ENTRIES PROVIDED: Begin

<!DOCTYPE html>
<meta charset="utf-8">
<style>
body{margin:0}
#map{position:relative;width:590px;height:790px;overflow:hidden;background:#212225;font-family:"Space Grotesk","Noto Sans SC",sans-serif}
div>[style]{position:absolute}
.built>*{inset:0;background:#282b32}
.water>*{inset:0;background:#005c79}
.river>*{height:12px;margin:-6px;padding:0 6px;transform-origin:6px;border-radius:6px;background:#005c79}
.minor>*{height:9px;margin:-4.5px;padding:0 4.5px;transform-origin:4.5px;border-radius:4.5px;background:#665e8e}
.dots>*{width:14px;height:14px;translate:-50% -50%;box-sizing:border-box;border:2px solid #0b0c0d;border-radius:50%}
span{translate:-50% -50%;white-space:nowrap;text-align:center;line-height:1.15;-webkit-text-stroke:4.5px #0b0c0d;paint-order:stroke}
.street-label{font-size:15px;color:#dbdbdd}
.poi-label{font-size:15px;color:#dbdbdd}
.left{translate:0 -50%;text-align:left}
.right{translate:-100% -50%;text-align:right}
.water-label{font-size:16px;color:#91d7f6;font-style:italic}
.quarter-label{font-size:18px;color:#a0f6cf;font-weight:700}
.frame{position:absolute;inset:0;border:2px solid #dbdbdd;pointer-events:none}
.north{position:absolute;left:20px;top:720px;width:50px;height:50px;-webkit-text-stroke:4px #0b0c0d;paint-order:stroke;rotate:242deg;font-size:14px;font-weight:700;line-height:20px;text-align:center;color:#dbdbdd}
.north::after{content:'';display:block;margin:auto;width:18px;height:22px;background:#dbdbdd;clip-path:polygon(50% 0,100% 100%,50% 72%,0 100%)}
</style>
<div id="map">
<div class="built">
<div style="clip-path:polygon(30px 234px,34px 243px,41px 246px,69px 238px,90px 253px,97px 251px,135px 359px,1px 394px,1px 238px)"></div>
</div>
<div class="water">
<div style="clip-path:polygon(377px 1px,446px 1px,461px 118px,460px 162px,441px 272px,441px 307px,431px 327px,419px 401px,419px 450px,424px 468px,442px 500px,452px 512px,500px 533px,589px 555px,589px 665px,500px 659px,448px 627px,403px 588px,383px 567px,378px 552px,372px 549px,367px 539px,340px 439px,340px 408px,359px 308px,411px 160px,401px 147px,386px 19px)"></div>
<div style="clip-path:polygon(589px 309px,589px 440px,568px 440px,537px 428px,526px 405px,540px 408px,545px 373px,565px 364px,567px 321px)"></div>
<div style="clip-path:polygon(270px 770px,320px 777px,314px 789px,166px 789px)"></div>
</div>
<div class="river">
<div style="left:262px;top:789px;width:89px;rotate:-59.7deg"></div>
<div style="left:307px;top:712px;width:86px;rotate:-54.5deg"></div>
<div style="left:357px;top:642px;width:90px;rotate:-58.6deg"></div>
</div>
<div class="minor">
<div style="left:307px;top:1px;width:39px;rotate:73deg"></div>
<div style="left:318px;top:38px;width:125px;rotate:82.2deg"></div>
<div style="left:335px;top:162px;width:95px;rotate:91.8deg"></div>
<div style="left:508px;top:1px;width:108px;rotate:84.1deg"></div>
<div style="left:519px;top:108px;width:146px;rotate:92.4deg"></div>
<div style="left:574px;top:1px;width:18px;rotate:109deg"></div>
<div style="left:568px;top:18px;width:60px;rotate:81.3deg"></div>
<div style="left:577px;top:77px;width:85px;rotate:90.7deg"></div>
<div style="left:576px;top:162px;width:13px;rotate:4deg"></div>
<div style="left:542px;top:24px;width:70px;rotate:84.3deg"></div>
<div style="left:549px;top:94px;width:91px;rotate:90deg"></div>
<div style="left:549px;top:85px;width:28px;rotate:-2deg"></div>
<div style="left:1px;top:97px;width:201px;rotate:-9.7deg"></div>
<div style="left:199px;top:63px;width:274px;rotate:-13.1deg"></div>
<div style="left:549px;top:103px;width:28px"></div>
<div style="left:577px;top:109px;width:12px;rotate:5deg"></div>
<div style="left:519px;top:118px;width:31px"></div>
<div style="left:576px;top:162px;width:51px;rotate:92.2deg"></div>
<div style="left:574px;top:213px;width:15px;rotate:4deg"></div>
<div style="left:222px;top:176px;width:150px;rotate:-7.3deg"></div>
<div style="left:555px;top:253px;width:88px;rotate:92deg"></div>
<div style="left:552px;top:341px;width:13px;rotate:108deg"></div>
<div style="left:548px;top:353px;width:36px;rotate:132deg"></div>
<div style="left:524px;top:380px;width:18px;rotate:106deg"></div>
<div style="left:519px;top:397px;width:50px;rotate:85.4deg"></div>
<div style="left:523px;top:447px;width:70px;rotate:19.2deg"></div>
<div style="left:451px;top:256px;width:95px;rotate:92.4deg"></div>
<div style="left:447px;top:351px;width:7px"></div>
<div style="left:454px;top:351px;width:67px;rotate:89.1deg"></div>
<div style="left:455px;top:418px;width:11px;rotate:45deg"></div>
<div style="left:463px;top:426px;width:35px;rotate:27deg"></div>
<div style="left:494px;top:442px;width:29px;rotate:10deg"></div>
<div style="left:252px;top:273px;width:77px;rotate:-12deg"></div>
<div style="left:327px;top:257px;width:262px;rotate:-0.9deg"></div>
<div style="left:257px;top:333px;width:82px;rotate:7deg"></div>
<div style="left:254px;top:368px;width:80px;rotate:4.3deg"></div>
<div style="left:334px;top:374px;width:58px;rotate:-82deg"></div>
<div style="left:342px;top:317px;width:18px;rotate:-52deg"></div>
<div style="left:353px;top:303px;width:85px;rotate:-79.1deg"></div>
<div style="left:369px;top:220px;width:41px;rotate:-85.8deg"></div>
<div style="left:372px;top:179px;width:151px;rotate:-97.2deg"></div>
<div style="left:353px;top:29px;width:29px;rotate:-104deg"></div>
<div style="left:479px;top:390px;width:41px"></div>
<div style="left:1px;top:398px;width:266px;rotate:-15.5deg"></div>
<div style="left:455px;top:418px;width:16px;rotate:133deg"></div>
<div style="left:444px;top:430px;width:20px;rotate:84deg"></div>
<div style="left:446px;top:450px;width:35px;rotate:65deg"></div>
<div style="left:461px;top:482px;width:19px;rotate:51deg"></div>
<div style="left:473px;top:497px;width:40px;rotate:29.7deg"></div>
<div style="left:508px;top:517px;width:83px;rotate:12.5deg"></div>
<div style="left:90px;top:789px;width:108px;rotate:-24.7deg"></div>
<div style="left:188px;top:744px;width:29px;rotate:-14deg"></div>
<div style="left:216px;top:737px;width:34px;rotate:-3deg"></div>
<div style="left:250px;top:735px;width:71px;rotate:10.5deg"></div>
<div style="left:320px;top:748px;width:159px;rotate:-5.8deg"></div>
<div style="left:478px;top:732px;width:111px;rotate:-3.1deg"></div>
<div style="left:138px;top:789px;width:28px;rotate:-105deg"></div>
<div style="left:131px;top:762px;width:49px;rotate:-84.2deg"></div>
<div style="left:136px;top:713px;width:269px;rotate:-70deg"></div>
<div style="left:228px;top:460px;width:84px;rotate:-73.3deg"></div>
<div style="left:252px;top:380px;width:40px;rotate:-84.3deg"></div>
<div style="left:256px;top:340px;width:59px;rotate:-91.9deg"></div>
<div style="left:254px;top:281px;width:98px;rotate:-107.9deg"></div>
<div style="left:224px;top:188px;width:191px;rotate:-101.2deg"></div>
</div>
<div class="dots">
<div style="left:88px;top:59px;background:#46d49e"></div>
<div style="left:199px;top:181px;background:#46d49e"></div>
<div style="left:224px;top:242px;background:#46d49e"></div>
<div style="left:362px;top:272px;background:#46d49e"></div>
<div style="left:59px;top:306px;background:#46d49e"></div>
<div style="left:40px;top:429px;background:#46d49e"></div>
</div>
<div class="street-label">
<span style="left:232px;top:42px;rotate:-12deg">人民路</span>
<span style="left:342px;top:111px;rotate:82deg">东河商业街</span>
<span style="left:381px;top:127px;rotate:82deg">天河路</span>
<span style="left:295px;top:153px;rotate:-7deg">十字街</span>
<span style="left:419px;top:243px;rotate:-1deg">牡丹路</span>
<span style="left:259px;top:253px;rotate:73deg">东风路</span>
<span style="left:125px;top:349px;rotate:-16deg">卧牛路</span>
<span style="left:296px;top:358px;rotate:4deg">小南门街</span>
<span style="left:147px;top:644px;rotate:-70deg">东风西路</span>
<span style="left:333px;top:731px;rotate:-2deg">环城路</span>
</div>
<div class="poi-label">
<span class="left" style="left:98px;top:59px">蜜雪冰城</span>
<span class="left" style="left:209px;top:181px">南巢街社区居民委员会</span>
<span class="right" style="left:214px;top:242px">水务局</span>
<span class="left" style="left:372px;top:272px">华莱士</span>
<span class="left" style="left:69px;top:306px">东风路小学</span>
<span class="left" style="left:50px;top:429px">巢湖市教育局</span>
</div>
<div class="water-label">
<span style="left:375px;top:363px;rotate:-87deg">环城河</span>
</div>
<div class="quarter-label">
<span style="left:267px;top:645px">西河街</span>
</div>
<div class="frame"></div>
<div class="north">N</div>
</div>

ENTRIES PROVIDED: End

## TO DO:
Every line above that includes the word "river" must appear in the answer.

## RESULT FOR THIS TASK:
.river>*{height:12px;margin:-6px;padding:0 6px;transform-origin:6px;border-radius:6px;background:#005c79}
<div class="river">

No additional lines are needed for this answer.